|Junior||6’9″ 235||Kansas||PF/C||21 Yrs. Old|
|19.4 ppg||10.3 rpg||1.7 apg||FG: 49%||3 PT: 39.3%|
NBA Comparison: Kyle O’Quinn
Strengths: Outside Shooting, Inside Scoring, Rebounding
Weaknesses: Quickness, Agility, Athleticism, Size
Lawson began his college years playing at Memphis after being a McDonald’s All American in high school. As a freshman he put up solid numbers averaging 15.8 points and 9.3 rebounds before putting up 19.2 points and 9.9 rebounds per game as a sophomore. Following that season he elected to transfer to Kansas where he had to sit out a season due to the NCAA transfer rules. This past season, Lawson continued his strong play averaging 19.4 points and 10.3 rebounds per game against the increased competition. In all three years he has played, his ability to hit the outside shot has been impressive with his best season coming as a junior shooting the ball at 39.3% on 2.5 attempts per contest. This aspect of his game will be a key to whether or not he sticks in the league as a power forward, which will be the easiest transition for him position wise. He has a variety of moves that he uses around the basket, whether it is a spin move or just slipping through open gaps using his basketball IQ. When facing up, Lawson can put the ball on the floor before making a move to get to the basket, or hit a mid-range jump shot. Rebounding the ball is a strength and something that he has been able to do since stepping onto campus at Memphis as a freshman. Considering his lack of NBA athleticism, it will be much tougher to rebound at the high level he has in college, but he has been one of the most effective players in country at pulling down boards.
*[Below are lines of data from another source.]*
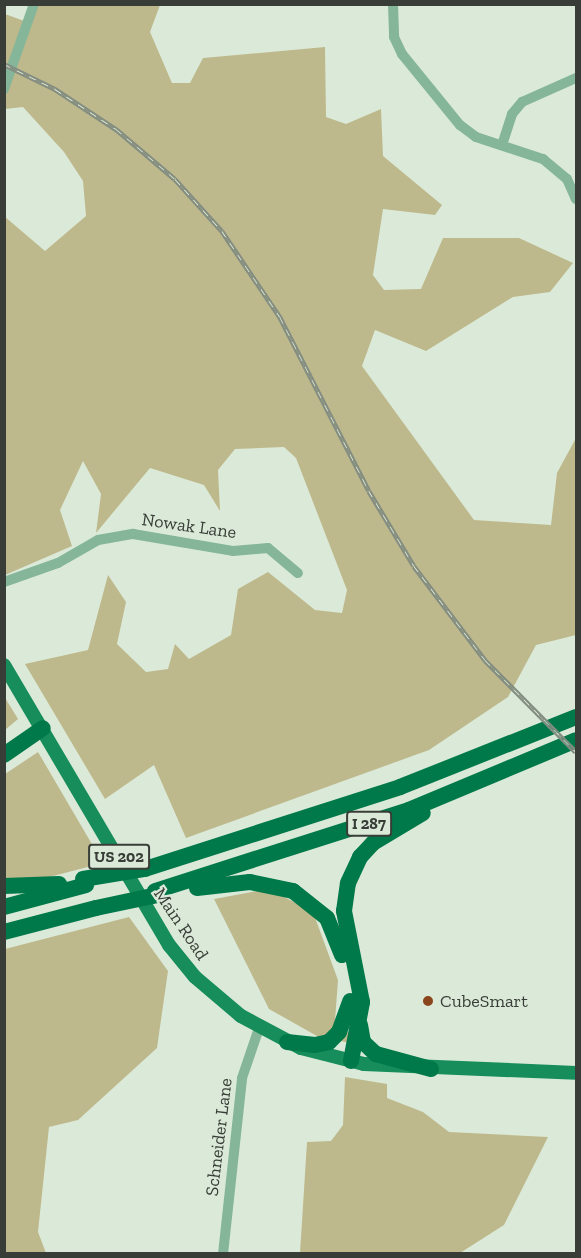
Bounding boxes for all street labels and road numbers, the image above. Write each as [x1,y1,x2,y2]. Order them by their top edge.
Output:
street label: Nowak Lane [140,509,238,543]
road number: I 287 [345,811,393,837]
road number: US 202 [88,844,150,870]
street label: Main Road [149,884,213,964]
street label: Schneider Lane [201,1077,237,1197]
Despite the positive outlook on many of his skills, there is a reason with the production he has put up that he is not considered a top draft prospect. Lacking lateral quickness and agility will make it much harder on both ends of the floor with the increased talent level in the league. He did show some good signs of being able to defend, averaging 1.1 blocks and 1.3 steals per game as a junior, although he would have blocked more shots if his athleticism was at a higher level. Not being an explosive athlete playing at both the power forward and center positions where many elite jumpers are at the next level, causes some serious concerns on his ability to compete. Will he be able to rebound and score inside against bigger and more athletic players? Only time will tell, but there is not a strong history of similar players being able to replicate their college success. While the NBA has basically become a position less league at this point, it could be tough for him to find a role considering he is basically a center in a power forwards body. If he were more athletic this would be easier to overlook, however what role he is able to fill will be essential to his professional production. One thing to note is that Lawson plays with a serious chip on his shoulder, believing that he has been overlooked every step of the way throughout his basketball career. That is a little bit of a stretch with him being a Mcdonald’s All American coming out of high school, but there is definitely a sentiment that he will not be able to make it in the NBA, and Lawson welcomes the doubters.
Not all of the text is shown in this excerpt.